* Brief *
Look through the listing below, find every line with the string "shaded", and copy it.

* Provided material *
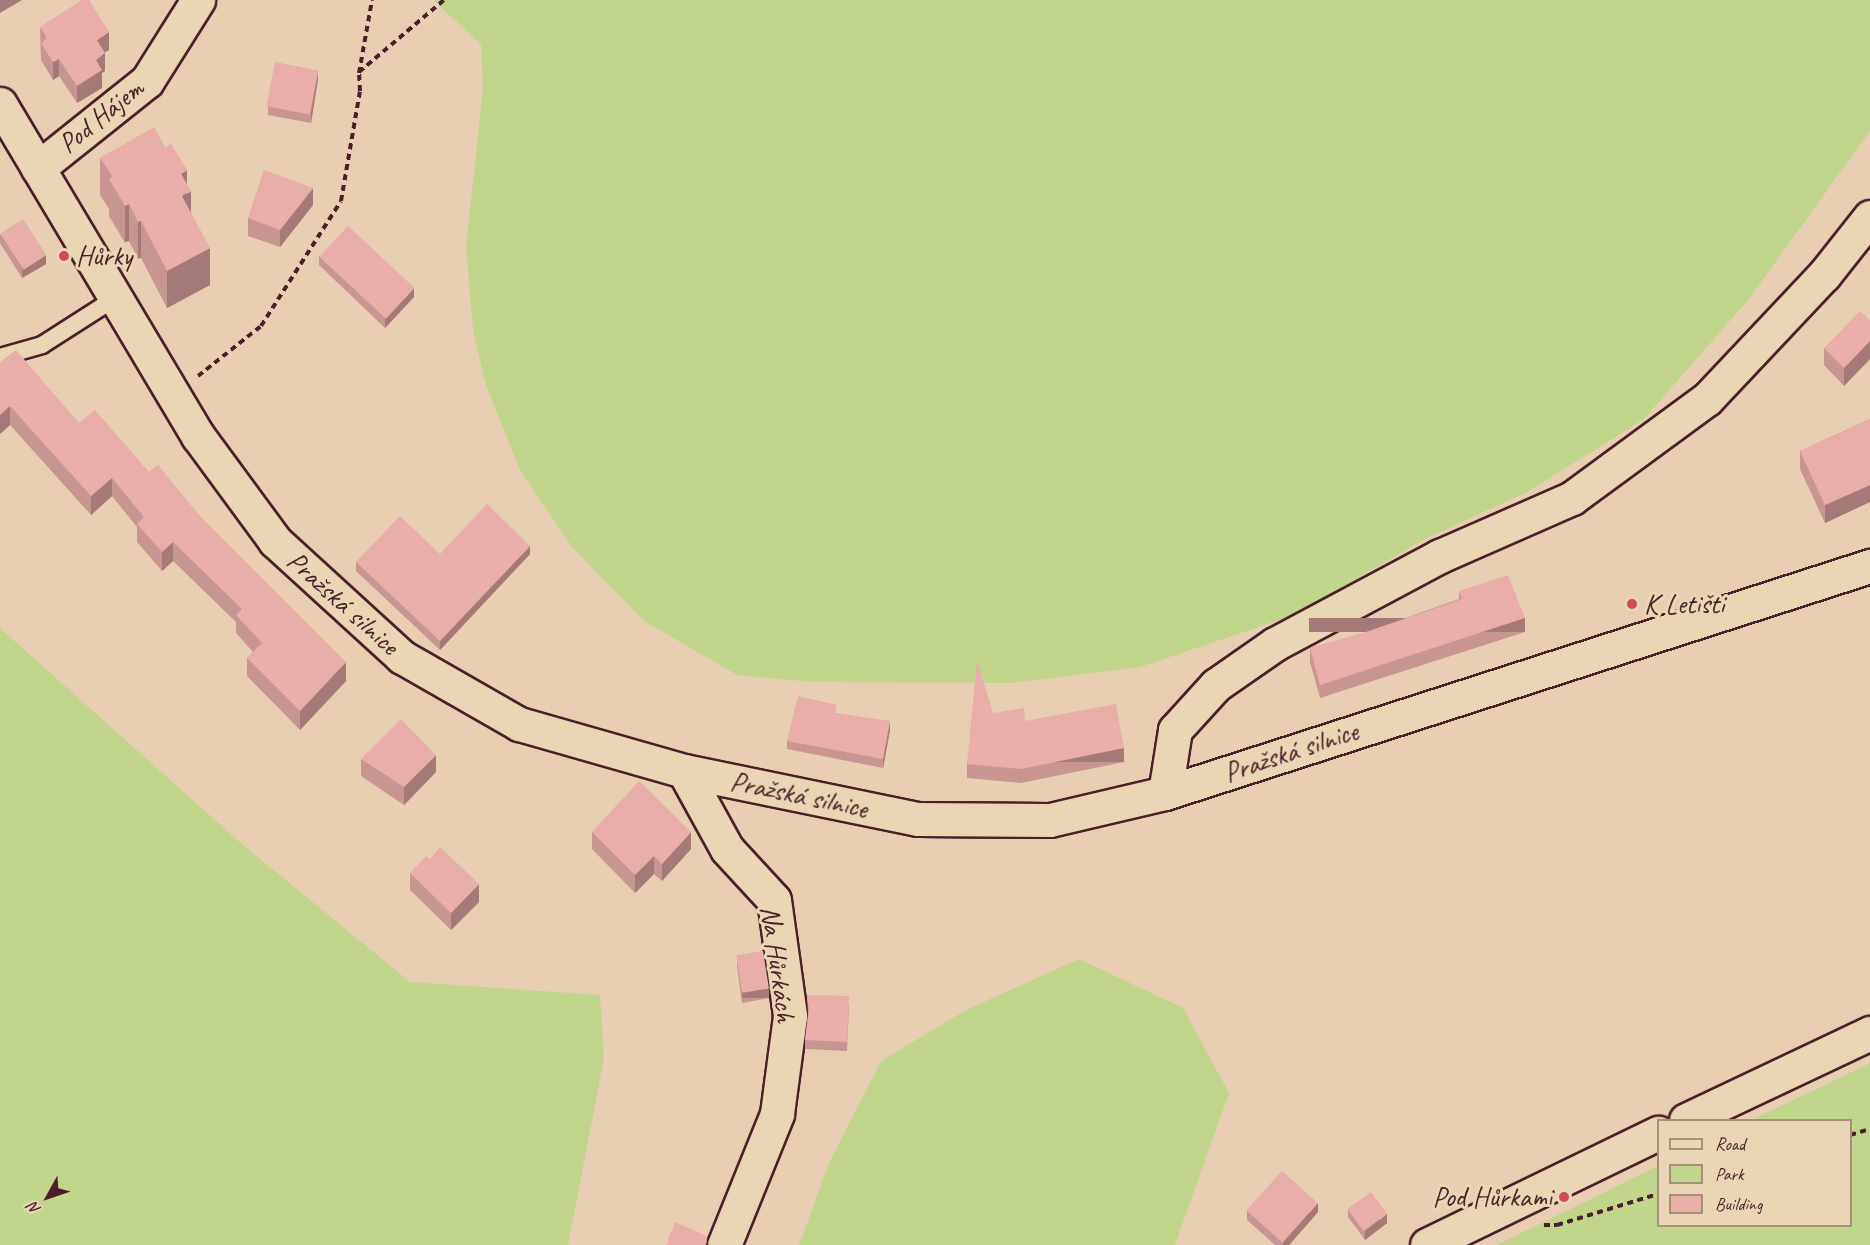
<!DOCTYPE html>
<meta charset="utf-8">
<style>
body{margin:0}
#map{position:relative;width:1870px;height:1245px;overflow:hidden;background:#e8ceb2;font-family:Caveat,sans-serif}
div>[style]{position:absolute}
.green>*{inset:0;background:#c2d68b}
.path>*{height:4px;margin-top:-2px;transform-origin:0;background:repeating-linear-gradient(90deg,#4a1f2b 0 6px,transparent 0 10.5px)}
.roads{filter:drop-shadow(2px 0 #4a1f2b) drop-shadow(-2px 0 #4a1f2b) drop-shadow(0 2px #4a1f2b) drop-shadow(0 -2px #4a1f2b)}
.lane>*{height:16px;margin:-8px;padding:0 8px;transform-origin:8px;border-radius:8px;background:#e8d6b4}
.street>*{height:33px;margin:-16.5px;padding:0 16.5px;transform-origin:16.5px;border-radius:16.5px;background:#e8d6b4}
.secondary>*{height:33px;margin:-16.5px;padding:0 16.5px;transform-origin:16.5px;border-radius:16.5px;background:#e8d6b4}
.wall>*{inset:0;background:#c89692}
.shaded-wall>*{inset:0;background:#a37a77;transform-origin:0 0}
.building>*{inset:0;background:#e9aeaa;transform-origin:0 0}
.dots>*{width:16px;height:16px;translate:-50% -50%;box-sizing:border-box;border:3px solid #e8d6b4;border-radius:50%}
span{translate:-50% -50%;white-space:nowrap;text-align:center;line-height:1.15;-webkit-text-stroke:6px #e8d6b4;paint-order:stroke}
.street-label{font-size:28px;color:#4a1f2b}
.poi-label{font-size:28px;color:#4a1f2b}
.left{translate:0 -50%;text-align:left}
.right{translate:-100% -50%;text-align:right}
.legend{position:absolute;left:1657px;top:1119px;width:195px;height:108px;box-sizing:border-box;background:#e8d6b4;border:2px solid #a98d7d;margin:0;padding:8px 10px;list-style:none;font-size:18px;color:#4a1f2b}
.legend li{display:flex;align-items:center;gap:12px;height:30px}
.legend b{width:30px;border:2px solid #a98d7d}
.north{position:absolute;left:18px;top:1167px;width:60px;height:60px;-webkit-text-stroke:4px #e8d6b4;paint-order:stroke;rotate:230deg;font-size:16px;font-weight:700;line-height:24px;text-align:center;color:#4a1f2b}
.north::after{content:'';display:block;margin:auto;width:21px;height:27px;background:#4a1f2b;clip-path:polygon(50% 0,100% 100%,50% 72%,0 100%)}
</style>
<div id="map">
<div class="green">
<div style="clip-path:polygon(433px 0,1870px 0,1870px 131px,1748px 300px,1643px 420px,1527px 492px,1421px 541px,1297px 614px,1140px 667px,1011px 683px,813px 682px,737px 675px,644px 621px,572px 547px,520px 470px,485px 382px,473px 329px,466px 247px,483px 88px,481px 44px)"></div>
<div style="clip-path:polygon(0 628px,243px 845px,410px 982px,600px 995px,604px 1058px,568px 1245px,0 1245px)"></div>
<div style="clip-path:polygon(1079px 959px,1183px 1008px,1229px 1093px,1175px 1245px,799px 1245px,829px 1163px,881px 1061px,966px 1010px)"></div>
<div style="clip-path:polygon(1870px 1063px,1870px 1245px,1497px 1245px,1658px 1166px,1658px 1226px,1850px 1226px,1850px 1120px,1752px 1120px)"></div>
</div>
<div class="path">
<div style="left:359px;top:72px;width:111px;rotate:-40.3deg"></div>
<div style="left:198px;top:376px;width:80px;rotate:-38.4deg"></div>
<div style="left:261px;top:326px;width:148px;rotate:-57.4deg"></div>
<div style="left:341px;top:201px;width:112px;rotate:-80.2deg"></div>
<div style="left:360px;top:91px;width:18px;rotate:-93deg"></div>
<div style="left:359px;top:73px;width:74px;rotate:-79.9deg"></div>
<div style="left:1850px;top:1135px;width:21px;rotate:-17deg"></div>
<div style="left:1544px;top:1225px;width:13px"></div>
<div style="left:1557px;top:1225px;width:106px;rotate:-17.1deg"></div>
</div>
<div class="roads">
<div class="lane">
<div style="left:0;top:357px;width:44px;rotate:-15.9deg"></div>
<div style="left:42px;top:345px;width:89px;rotate:-32.6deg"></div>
</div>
<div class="street">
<div style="left:38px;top:168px;width:139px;rotate:-38.6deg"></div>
<div style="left:147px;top:81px;width:96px;rotate:-57.8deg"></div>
<div style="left:684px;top:771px;width:89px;rotate:61.1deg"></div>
<div style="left:727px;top:849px;width:69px;rotate:47.3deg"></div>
<div style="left:774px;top:900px;width:117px;rotate:82.1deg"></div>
<div style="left:790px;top:1016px;width:99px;rotate:97.6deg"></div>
<div style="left:777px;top:1114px;width:141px;rotate:112deg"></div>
<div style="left:1165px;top:793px;width:64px;rotate:-81deg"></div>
<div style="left:1175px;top:730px;width:61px;rotate:-47.7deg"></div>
<div style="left:1216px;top:685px;width:72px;rotate:-34.8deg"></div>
<div style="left:1275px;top:644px;width:187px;rotate:-28.1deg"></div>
<div style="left:1440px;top:556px;width:144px;rotate:-23.7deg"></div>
<div style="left:1572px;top:498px;width:167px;rotate:-36.3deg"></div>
<div style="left:1707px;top:399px;width:170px;rotate:-46.7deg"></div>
<div style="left:1824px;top:275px;width:74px;rotate:-51.6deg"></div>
</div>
<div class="secondary">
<div style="left:0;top:104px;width:387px;rotate:59.2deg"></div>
<div style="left:198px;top:436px;width:130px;rotate:53.7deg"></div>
<div style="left:275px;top:541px;width:172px;rotate:42.4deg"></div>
<div style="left:402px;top:657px;width:135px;rotate:29.8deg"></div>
<div style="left:519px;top:724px;width:172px;rotate:15.9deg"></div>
<div style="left:684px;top:771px;width:239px;rotate:11.6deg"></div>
<div style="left:918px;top:819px;width:132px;rotate:0.4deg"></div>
<div style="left:1050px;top:820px;width:118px;rotate:-13.2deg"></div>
<div style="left:1165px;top:793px;width:741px;rotate:-17.85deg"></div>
<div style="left:1686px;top:1120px;width:204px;rotate:-25.3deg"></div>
<div style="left:1427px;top:1245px;width:257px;rotate:-25.9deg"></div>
</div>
</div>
<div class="wall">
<div style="clip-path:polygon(40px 27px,109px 50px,105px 52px,105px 71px,102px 73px,102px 88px,77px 103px,59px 76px,53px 80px,41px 60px)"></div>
<div style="clip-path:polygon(318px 79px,311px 123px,268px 115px,268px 106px)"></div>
<div style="clip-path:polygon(100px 158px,187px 184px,191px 213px,210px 285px,167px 308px,141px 258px,138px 259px,129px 241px,125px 243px,109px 216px,109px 209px,100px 195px)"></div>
<div style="clip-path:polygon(313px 205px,280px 247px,248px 236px,248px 218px)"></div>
<div style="clip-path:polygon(0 234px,46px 264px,22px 278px,0 243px)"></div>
<div style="clip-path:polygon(319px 256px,414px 297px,385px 328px,319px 265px)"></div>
<div style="clip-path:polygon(1870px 321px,1870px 359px,1844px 386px,1824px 365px,1824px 348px)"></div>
<div style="clip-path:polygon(0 362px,79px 423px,149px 472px,200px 516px,346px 681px,300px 730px,247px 676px,247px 658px,253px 652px,236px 633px,236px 622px,173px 561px,162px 571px,137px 542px,137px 527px,112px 496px,91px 515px,10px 425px,0 434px)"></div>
<div style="clip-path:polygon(1870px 419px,1870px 502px,1825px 523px,1800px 469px,1800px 451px)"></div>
<div style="clip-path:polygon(440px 554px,530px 554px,440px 650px,356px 571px,356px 562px)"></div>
<div style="clip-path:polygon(1459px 591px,1525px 632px,1320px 698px,1310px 662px,1310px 648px,1360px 634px,1459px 599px)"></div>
<div style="clip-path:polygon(837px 713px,890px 730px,883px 768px,787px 749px,787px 741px)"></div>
<div style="clip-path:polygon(993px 713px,1025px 721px,1124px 762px,1021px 783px,967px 778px,967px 764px)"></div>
<div style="clip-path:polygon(361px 759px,436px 772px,404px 805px,361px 776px)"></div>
<div style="clip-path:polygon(592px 832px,691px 849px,662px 881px,654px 874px,635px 893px,592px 849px)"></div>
<div style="clip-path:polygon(410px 873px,479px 902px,451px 930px,410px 890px)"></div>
<div style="clip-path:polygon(737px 957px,769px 998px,742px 1003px,737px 966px)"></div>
<div style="clip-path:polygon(807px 995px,849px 1005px,847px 1051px,805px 1049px,805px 1040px,808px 1013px)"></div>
<div style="clip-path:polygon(1348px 1209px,1387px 1223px,1365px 1240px,1348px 1217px)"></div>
<div style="clip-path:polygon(1247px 1211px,1318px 1212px,1289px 1245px,1275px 1245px,1247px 1220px)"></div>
</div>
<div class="shaded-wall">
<div style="clip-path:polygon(0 0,22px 0,0 13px)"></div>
<div style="clip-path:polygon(109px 32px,109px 50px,97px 57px,97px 40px)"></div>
<div style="clip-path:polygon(105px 53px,105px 71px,102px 73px,102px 88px,77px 103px,77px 86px,96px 60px)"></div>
<div style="clip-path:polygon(59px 59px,59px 76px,53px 80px,53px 62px)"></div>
<div style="clip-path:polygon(318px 70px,318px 79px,311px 123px,311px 114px)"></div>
<div style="clip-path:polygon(187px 170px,187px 194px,191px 191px,191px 228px,182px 233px,181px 174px)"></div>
<div style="clip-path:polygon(313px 188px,313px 205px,280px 247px,280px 230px)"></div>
<div style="left:129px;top:204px;width:37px;height:4px;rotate:90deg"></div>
<div style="left:141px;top:221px;width:37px;height:3px;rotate:90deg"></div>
<div style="clip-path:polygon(210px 248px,210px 285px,167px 308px,167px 271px)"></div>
<div style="clip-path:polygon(46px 255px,46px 264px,22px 278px,22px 269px)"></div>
<div style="clip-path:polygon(414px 288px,414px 297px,385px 328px,385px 319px)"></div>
<div style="clip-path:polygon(1870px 341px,1870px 359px,1844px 386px,1844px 368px)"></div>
<div style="clip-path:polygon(10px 406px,10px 425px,0 434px,0 415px)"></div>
<div style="clip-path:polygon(112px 478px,112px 496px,91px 515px,91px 496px)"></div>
<div style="clip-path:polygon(1870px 485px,1870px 502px,1825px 523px,1825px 505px)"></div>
<div style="clip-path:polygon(173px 542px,173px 561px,162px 571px,162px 552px)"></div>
<div style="clip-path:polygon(530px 546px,530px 554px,440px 650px,440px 641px)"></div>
<div style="left:1525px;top:618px;width:14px;height:216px;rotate:90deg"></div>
<div style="clip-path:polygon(346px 662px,346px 681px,300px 730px,300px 711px)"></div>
<div style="clip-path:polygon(890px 721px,890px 730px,883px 768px,883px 759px)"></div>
<div style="left:1124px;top:748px;width:14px;height:105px;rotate:90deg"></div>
<div style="clip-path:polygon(436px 755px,436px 772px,404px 805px,404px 787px)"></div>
<div style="clip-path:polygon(691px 832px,691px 849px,662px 881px,662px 864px)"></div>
<div style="clip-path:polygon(654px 856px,654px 874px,635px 893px,635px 875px)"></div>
<div style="clip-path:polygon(479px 884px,479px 902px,451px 930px,451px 913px)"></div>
<div style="left:769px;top:989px;width:9px;height:27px;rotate:90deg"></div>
<div style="clip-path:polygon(1318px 1203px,1318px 1212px,1289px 1245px,1283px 1245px,1283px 1243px)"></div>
<div style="clip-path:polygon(1387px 1214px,1387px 1223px,1365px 1240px,1365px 1231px)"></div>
</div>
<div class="building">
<div style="clip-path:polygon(82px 0,89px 0,109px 32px,97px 40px,105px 53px,96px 60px,102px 70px,77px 86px,59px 59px,53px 62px,41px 43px,47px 38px,40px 27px)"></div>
<div style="left:275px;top:62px;width:44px;height:45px;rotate:11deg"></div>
<div style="clip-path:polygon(154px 127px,165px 147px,171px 144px,187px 170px,181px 174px,191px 191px,182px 196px,210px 248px,167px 271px,141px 221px,138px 222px,129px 204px,125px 206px,109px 179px,113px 177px,100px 158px)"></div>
<div style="clip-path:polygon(264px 170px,313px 188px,280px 230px,248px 218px)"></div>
<div style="left:23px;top:219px;width:43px;height:27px;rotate:57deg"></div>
<div style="left:348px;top:226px;width:91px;height:42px;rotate:43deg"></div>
<div style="clip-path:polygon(1860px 311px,1870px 321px,1870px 341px,1844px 368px,1824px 348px)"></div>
<div style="clip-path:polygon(16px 350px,79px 423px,95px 410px,149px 472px,158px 465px,200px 516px,346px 662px,300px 711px,247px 658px,262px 643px,236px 615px,242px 609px,173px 542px,162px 552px,137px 524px,144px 517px,112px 478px,91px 496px,10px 406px,0 415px,0 362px)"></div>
<div style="clip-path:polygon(1870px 419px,1870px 485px,1825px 505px,1800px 451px)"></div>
<div style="clip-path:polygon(487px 504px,530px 546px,440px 641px,356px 562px,400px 516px,440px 554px)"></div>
<div style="clip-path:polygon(1508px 575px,1525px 618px,1320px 685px,1310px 648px,1360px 634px,1462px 599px,1459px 591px)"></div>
<div style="clip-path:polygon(977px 661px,993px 713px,1024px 708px,1025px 721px,1116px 704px,1124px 748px,1021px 769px,967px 764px)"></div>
<div style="clip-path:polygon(798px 696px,837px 705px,835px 713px,890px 721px,883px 759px,787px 741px)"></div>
<div style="clip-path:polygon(401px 719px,436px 755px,404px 787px,361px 759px)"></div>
<div style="clip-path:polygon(639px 781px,691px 832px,662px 864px,654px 856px,635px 875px,592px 832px)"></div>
<div style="clip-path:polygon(440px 847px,479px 884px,451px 913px,410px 873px,426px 856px,430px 859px)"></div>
<div style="left:763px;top:951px;width:38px;height:27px;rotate:81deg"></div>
<div style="clip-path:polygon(807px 995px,849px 996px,847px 1042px,805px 1040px,809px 1010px)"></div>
<div style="left:1282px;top:1171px;width:48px;height:53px;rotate:42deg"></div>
<div style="left:1371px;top:1192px;width:27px;height:29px;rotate:54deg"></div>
<div style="clip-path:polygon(675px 1222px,706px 1236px,707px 1242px,705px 1245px,666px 1245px)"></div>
</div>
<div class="dots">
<div style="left:64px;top:256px;background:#d1495b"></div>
<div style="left:1632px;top:604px;background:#d1495b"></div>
<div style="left:1564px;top:1197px;background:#d1495b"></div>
</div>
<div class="street-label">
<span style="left:101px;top:116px;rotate:-39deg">Pod Hájem</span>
<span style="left:343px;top:603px;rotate:42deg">Pražská silnice</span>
<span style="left:1291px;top:752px;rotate:-18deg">Pražská silnice</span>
<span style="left:799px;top:795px;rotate:12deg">Pražská silnice</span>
<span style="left:778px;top:964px;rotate:82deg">Na Hůrkách</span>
</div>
<div class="poi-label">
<span class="left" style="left:76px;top:256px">Hůrky</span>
<span class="left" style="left:1644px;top:604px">K Letišti</span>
<span class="right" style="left:1552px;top:1197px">Pod Hůrkami</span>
</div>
<ul class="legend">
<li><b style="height:8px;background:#e8d6b4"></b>Road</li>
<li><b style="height:16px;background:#c2d68b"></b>Park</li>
<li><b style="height:16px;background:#e9aeaa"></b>Building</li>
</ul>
<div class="north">N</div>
</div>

* Answer box *
.shaded-wall>*{inset:0;background:#a37a77;transform-origin:0 0}
<div class="shaded-wall">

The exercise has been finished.